Beginning at 7 p.m., at the Holocaust Memorial Center located at 28123 Orchard Lake Road in Farmington Hills, Feuchert will examine the writings of the group of Polish-Jewish philosophers, journalists and writers who penned this amazing and devastating day-by-day record of life in Poland’s Lodz Ghetto. The event is free to the general public.
The city of Lodz had a population of 672,000 (including 233,000 Jews) when German forces invaded in September 1939. They then renamed it Lizmannstadt and sent all Jews from Lodz to what they called the Lodz Ghetto.
Polish-Jewish writers, philosophers and poets began documenting ghetto life on a daily basis starting in January 1941. They called their work, The Bulletin of the Daily Chronicle, or "the newspaper without readers." Later, Jews transported to the ghetto from other parts of Europe contributed to the chronicle, which ended in 1944.
Feuchert will discuss the writings, which provide a unique look into the daily life of the ghetto inhabitants, ranging from the weather and how many people died and were born to prices on the black market. The works also chronicle the devastation in Lodz, the second largest Jewish ghetto in Nazi Europe. More than 163,000 people were interned in 1941. By 1944, that number was reduced to 877 due to deaths and deportations.
Feuchert has won numerous awards for his research.

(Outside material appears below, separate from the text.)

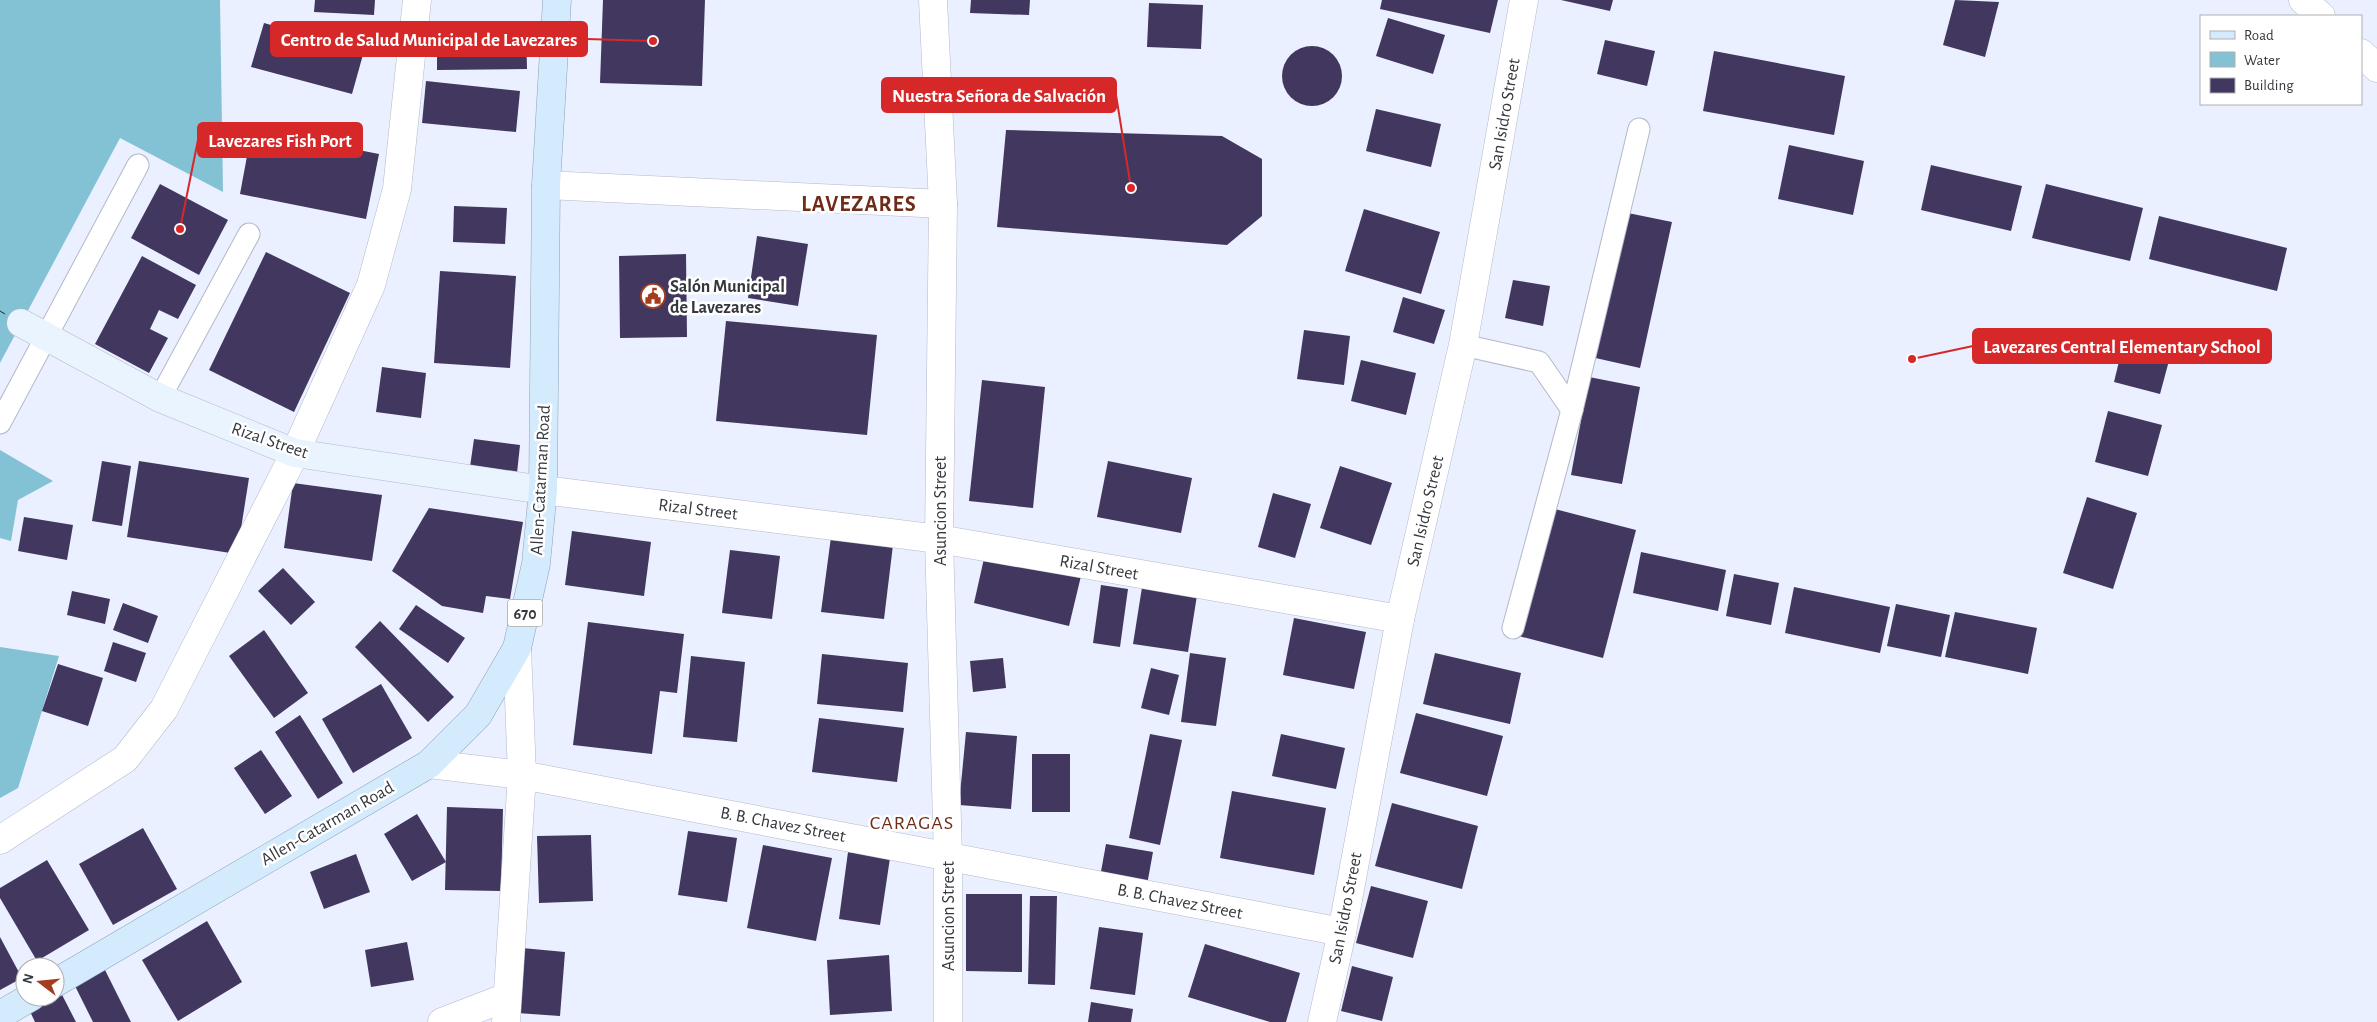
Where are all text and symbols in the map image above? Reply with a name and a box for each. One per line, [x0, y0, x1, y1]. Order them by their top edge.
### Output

He was recently named vice president of the German PEN-Club, an association of writers that emphasizes the role of literature in the development of mutual understanding and world culture, and the fight for freedom of expression.
An honorary professor, Feuchert has taught EMU students during the study abroad trip, "Representing the Holocaust." He also is the academic adviser for EMU students when they attend Justus Liebig University in Giessen, Germany, for up to two semesters.
It is the mission of the Holocaust Memorial Center Zekelman Family Campus to remember those who perished and those who survived the Holocaust and, in a world increasingly faced with sectarian strife and intolerance, to set forth the lessons of Holocaust as a model for teaching ethical conduct and responsible decision-making. By highlighting those individuals who, in the midst of evil, stood for the best, rather than the worst of human nature, the Holocaust Memorial Center seeks to contribute to maintaining an open and free society.
The facility is wheelchair accessible and free parking is available at both the North and South entrances.